La musicista, producer e dj canadese si conferma come una delle artiste più interessanti dell’elettronica internazionale: il suo sesto album City of Clowns, prodotto dai Soulwax e da Pierre Guerineau, è un manifesto politico e musicale contro il capitalismo digitale e la relativa sorveglianza
È possibile ballare usando il cervello? Sì, ed è questo quello che cerca di trasmetterci Marie Davidson con il suo nuovo lavoro City of Clowns. L’album, sesto della sua discografia solista, è uscito lo scorso 28 febbraio per l’etichetta Deewee dei guru dell’electro-rock Soulwax, per l’occasione co-produttori insieme al compagno di musica e di vita Pierre Guerineau.
La 38enne musicista, producer e dj canadese che si autodefinisce un’artista che «sfida le norme della musica dance attraverso uno storytelling introspettivo in grado di unire generi diversi che vanno dalla techno all’italo disco», riprende suoni e critica sociale dell’acclamato Working Class Woman, portandoci contemporaneamente sul dancefloor. Questa volta, nel mirino di un disco che la stessa Davidson definisce come il più politico della sua già notevole produzione, c’è la tecnologia. Una tecnologia che non supporta le attività umane, ma che sorveglia fino a controllare menti e azioni, arrivando ad assorbirle e omologarle.

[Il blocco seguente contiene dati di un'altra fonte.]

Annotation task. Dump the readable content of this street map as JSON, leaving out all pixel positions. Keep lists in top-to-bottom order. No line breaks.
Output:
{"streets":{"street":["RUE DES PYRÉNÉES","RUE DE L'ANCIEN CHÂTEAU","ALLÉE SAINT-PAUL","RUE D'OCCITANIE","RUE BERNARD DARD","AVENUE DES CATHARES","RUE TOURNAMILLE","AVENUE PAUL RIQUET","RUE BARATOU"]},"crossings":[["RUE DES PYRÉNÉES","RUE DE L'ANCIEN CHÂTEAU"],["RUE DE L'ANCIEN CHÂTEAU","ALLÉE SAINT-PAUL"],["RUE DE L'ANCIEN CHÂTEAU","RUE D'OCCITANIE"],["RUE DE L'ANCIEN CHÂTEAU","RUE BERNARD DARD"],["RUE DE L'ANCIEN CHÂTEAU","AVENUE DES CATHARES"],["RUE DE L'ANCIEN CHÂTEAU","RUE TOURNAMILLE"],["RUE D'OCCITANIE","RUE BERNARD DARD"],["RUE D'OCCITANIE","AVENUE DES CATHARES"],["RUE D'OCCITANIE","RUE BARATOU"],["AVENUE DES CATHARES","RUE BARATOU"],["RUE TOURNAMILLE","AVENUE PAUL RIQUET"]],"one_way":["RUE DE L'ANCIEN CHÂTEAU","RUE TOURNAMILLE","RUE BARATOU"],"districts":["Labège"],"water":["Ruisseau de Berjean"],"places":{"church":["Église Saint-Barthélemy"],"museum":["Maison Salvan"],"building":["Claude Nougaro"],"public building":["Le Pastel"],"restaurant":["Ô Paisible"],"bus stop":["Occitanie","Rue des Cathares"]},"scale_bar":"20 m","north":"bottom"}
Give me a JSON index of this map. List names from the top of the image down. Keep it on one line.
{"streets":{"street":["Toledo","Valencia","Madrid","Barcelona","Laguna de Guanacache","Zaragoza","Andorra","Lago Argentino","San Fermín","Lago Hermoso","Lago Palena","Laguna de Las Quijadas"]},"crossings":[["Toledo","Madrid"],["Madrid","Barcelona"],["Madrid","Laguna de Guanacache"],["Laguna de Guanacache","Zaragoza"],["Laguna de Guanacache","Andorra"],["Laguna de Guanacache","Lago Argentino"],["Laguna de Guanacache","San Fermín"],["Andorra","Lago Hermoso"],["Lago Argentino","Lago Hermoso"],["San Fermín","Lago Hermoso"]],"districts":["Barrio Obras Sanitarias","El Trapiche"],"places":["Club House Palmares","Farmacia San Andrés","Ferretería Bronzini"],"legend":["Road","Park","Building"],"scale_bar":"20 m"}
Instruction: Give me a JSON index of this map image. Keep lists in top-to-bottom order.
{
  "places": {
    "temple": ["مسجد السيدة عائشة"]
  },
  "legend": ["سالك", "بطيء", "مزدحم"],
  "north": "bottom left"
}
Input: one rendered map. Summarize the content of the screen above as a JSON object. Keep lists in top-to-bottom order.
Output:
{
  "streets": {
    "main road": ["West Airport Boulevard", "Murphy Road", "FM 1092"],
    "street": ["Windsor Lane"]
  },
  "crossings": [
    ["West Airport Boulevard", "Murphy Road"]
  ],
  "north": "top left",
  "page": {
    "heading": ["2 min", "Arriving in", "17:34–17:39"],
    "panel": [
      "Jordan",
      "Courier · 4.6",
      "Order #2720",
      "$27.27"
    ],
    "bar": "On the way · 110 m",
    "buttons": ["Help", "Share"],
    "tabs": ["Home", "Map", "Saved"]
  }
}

In mezzo a questa realtà (solo fino a un certo punto) distopica, l’artista si muove in modo sciolto e gradevole, proponendo melodie sintetiche dove l’elettronica si mescola a incursioni pop e testi sarcastici, parlati e ipnotici; il tutto senza rinunciare a ritornelli killer. Le intenzioni sono chiare fin dalla prima traccia Validation’s Weight, capace di calare l’ascoltatore in atmosfere claustrofobiche ma sensuali. Un loop che caratterizza anche gli altri brani strumentali come Statistical Modeling e Contrarian.
City of Clowns esplode letteralmente con la successiva e incessante Demolition: il titolo ripetuto ossessivamente, infatti, si trasforma in un mantra per sottolineare il modo in cui i dati digitali invadono il campo dell’umano regolando tempi e relazioni («By the way / I don’t want your cash now / All I want is you / I want your data / Data baby»). Si prosegue in crescendo con Sexy Clown, uno dei pezzi più pop dell’album, in cui Davidson rivendica la propria indipendenza («I’d love to be a bitch? / I’m ever so sorry, I don’t think I fit / Any categories of the given list»).
Questo non è altro che un varco di ingresso alla parte centrale e più intensa, in cui l’ostilità verso le forme di sorveglianza imposte dal business digitale (Push me Fuckhead) si fonde a una riflessione più profonda sulla creazione artistica (Fun Times), quest’ultima accostata alla gravidanza. L’apoteosi è poi rappresentata da Y.A.A.M., con un enorme FUCK YOU al mondo del music business («Entrepreneurs and producers and freelancers to managers (…) I want your ass on the floor»); un mondo da cui Davidson si dissocia volentieri, affiancandosi invece a chi resta fuori dai canoni ordinari («I stick with the weirdos»).
Se pensate che la chiusura dell’album sia più blanda, vi sbagliate di grosso: anche le ultime due tracce, infatti, mantengono l’asticella altissima. Prima di tutto con Unknowing, dove l’affermazione «You will never catch me» diventa un vero e proprio manifesto artistico. Infine, con l’illuminante remix di Y.A.A.M. firmato dai co-producer Soulwax.
Con City of Clowns, Marie Davidson si conferma una delle artiste più interessanti della musica elettronica internazionale. Un album che, grazie alle sue contaminazioni pop contemporanee, risulta accessibile a un pubblico più vasto senza rinunciare a una forte identità. E senza rinunciare a un attacco intelligente, sottile ma feroce, a quel capitalismo tecnologico in salsa Musk che oggi più che mai sta dimostrando di poter decidere le sorti (ahinoi) dell’umanità.